* Stored data entries *
##########
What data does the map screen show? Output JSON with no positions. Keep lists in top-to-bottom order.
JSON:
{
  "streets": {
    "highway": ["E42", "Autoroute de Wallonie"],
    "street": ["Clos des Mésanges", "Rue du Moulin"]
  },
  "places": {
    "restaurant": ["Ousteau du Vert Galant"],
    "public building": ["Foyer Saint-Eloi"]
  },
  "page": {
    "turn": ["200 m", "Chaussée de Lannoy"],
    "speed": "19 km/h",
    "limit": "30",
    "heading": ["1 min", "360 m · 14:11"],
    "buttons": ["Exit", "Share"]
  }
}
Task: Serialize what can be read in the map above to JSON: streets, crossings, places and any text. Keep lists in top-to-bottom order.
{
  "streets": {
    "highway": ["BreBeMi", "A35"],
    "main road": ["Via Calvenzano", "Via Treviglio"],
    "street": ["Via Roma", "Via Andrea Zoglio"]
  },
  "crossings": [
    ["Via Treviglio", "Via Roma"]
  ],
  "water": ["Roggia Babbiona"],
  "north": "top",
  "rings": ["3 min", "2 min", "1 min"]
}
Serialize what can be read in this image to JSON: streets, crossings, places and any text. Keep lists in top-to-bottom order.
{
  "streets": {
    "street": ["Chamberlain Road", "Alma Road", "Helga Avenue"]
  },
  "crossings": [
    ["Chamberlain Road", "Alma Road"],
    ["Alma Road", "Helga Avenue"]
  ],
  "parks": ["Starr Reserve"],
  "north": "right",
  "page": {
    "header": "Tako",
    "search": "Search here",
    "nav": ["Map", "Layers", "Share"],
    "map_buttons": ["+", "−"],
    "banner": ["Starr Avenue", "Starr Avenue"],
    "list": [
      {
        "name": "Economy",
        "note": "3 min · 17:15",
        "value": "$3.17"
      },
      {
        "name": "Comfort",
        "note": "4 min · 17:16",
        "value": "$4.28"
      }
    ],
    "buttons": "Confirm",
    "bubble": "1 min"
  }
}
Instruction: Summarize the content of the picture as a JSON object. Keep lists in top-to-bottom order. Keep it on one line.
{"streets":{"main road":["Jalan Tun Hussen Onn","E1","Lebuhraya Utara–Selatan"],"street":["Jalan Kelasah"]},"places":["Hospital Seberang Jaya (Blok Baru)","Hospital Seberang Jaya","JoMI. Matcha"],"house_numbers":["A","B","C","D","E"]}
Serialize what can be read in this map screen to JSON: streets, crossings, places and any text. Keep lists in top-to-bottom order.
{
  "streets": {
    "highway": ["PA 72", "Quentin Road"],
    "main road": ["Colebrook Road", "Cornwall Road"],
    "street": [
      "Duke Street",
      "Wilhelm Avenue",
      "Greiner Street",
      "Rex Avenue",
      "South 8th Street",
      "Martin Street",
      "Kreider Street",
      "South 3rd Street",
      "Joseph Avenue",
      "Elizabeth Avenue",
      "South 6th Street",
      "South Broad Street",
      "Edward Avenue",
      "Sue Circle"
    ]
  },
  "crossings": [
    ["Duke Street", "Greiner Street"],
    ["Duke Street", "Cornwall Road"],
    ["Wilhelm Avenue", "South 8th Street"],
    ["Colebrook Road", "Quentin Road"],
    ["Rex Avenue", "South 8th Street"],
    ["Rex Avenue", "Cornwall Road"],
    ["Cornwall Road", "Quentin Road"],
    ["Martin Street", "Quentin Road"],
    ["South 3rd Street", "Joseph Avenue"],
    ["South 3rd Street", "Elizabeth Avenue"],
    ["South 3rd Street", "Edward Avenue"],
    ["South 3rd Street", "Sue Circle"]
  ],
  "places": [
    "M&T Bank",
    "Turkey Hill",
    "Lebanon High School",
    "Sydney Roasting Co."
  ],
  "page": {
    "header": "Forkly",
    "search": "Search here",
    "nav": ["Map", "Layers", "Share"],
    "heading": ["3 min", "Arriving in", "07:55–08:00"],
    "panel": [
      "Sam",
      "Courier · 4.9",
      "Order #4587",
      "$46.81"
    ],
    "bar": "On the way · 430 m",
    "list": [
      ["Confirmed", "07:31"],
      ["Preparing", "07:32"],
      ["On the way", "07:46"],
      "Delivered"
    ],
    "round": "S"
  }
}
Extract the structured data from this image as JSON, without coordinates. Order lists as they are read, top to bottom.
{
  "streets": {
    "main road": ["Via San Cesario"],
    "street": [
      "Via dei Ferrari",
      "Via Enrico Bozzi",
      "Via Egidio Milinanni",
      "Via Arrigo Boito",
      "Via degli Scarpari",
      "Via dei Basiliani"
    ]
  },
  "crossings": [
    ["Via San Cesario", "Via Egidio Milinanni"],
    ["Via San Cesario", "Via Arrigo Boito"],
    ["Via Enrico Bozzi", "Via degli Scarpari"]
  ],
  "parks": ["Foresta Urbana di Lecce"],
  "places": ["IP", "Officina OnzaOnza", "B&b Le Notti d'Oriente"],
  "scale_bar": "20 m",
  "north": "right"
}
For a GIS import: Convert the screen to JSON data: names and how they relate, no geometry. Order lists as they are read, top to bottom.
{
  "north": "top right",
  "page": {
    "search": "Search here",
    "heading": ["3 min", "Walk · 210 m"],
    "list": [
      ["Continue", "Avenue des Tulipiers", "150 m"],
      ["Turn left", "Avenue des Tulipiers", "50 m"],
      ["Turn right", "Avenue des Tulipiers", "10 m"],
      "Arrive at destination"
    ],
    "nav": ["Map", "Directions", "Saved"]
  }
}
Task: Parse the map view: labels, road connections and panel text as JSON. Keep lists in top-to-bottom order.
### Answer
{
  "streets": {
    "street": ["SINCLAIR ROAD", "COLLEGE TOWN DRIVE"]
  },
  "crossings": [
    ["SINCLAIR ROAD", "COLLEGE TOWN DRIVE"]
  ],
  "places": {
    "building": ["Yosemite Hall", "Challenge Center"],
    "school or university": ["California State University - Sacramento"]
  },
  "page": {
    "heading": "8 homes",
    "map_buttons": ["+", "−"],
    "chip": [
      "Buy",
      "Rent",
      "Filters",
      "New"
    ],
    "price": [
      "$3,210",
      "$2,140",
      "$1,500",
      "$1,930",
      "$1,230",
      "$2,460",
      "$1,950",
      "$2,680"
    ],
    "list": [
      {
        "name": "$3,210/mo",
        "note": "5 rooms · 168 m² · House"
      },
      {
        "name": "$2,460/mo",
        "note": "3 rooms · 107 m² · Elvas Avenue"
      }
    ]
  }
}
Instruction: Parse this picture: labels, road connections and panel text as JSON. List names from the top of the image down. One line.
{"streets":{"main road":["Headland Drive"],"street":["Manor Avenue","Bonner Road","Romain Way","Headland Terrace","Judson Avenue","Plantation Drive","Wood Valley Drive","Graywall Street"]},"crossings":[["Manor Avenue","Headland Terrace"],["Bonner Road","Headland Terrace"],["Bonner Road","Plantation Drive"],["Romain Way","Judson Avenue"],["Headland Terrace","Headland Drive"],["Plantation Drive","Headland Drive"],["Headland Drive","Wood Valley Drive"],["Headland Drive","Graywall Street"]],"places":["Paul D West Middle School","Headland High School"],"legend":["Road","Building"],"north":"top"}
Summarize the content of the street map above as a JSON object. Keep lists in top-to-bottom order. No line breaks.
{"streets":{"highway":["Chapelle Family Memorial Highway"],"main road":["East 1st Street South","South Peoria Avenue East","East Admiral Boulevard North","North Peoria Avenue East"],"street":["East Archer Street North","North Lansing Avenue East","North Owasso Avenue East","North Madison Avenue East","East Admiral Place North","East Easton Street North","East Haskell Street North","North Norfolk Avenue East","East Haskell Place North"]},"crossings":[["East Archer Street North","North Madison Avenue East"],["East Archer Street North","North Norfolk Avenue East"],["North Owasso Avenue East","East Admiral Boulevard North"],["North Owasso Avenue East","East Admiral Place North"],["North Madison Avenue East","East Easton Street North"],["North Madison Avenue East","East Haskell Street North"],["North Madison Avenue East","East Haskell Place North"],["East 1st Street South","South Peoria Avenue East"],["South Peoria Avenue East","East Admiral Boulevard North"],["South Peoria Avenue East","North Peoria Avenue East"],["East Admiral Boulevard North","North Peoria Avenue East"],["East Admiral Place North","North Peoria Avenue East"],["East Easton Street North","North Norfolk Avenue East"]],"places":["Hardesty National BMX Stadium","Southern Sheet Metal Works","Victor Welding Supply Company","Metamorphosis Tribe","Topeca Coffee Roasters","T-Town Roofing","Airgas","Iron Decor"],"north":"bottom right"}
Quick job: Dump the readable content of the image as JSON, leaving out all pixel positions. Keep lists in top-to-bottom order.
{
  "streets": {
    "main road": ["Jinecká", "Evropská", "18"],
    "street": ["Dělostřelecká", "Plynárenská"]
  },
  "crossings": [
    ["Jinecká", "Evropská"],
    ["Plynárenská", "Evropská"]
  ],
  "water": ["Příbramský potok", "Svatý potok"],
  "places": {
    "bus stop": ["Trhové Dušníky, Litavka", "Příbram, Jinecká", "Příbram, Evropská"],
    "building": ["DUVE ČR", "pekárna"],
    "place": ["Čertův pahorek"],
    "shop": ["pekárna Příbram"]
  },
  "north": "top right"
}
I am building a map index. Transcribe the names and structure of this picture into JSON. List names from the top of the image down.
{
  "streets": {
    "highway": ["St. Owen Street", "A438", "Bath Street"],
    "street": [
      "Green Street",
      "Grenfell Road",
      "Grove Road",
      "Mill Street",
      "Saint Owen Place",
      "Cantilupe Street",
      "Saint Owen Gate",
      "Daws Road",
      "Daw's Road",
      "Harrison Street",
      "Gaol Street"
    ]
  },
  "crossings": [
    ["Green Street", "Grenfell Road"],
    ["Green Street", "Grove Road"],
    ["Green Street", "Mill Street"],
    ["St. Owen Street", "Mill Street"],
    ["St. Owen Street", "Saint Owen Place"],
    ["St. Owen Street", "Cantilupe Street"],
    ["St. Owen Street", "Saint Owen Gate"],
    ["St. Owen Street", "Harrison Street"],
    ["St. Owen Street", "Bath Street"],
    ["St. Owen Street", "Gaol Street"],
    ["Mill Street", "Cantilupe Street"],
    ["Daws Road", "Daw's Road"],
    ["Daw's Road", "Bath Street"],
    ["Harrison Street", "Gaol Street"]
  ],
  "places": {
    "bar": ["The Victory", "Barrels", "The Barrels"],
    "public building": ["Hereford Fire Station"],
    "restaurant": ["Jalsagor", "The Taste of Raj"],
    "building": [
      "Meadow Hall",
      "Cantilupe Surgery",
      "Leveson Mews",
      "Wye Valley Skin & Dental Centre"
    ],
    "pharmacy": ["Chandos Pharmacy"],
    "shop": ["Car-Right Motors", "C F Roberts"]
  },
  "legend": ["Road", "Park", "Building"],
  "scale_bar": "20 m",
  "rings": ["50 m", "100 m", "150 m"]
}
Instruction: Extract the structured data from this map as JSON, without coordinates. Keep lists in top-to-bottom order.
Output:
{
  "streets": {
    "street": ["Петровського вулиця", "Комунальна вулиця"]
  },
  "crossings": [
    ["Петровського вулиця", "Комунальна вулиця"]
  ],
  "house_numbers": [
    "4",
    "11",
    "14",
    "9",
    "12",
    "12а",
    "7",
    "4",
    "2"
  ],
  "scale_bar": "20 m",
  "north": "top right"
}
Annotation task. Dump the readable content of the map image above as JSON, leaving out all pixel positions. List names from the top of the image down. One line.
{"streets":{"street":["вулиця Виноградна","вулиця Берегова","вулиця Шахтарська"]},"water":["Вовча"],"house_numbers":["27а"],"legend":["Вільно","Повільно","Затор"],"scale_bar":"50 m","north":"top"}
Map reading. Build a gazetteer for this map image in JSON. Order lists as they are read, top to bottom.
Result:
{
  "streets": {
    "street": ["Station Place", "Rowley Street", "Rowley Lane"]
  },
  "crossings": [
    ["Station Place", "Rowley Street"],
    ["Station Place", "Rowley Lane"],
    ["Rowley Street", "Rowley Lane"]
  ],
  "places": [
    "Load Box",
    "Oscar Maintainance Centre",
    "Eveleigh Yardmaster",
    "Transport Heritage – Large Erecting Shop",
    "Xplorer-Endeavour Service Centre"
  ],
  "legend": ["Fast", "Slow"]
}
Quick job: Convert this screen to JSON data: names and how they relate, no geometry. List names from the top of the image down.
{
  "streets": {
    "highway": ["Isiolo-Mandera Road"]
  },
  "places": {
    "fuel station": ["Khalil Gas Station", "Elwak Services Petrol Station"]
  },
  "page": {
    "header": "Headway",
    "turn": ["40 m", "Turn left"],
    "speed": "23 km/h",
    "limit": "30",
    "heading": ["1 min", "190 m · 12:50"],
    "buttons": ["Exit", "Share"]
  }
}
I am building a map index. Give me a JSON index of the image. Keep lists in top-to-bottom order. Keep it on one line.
##########
Set down nothing but the lines from the one containing "Annotation task. Dump" through the final line above, exactly as written.

Annotation task. Dump the readable content of the map image above as JSON, leaving out all pixel positions. List names from the top of the image down. One line.
{"streets":{"street":["вулиця Виноградна","вулиця Берегова","вулиця Шахтарська"]},"water":["Вовча"],"house_numbers":["27а"],"legend":["Вільно","Повільно","Затор"],"scale_bar":"50 m","north":"top"}
Map reading. Build a gazetteer for this map image in JSON. Order lists as they are read, top to bottom.
Result:
{
  "streets": {
    "street": ["Station Place", "Rowley Street", "Rowley Lane"]
  },
  "crossings": [
    ["Station Place", "Rowley Street"],
    ["Station Place", "Rowley Lane"],
    ["Rowley Street", "Rowley Lane"]
  ],
  "places": [
    "Load Box",
    "Oscar Maintainance Centre",
    "Eveleigh Yardmaster",
    "Transport Heritage – Large Erecting Shop",
    "Xplorer-Endeavour Service Centre"
  ],
  "legend": ["Fast", "Slow"]
}
Quick job: Convert this screen to JSON data: names and how they relate, no geometry. List names from the top of the image down.
{
  "streets": {
    "highway": ["Isiolo-Mandera Road"]
  },
  "places": {
    "fuel station": ["Khalil Gas Station", "Elwak Services Petrol Station"]
  },
  "page": {
    "header": "Headway",
    "turn": ["40 m", "Turn left"],
    "speed": "23 km/h",
    "limit": "30",
    "heading": ["1 min", "190 m · 12:50"],
    "buttons": ["Exit", "Share"]
  }
}
I am building a map index. Give me a JSON index of the image. Keep lists in top-to-bottom order. Keep it on one line.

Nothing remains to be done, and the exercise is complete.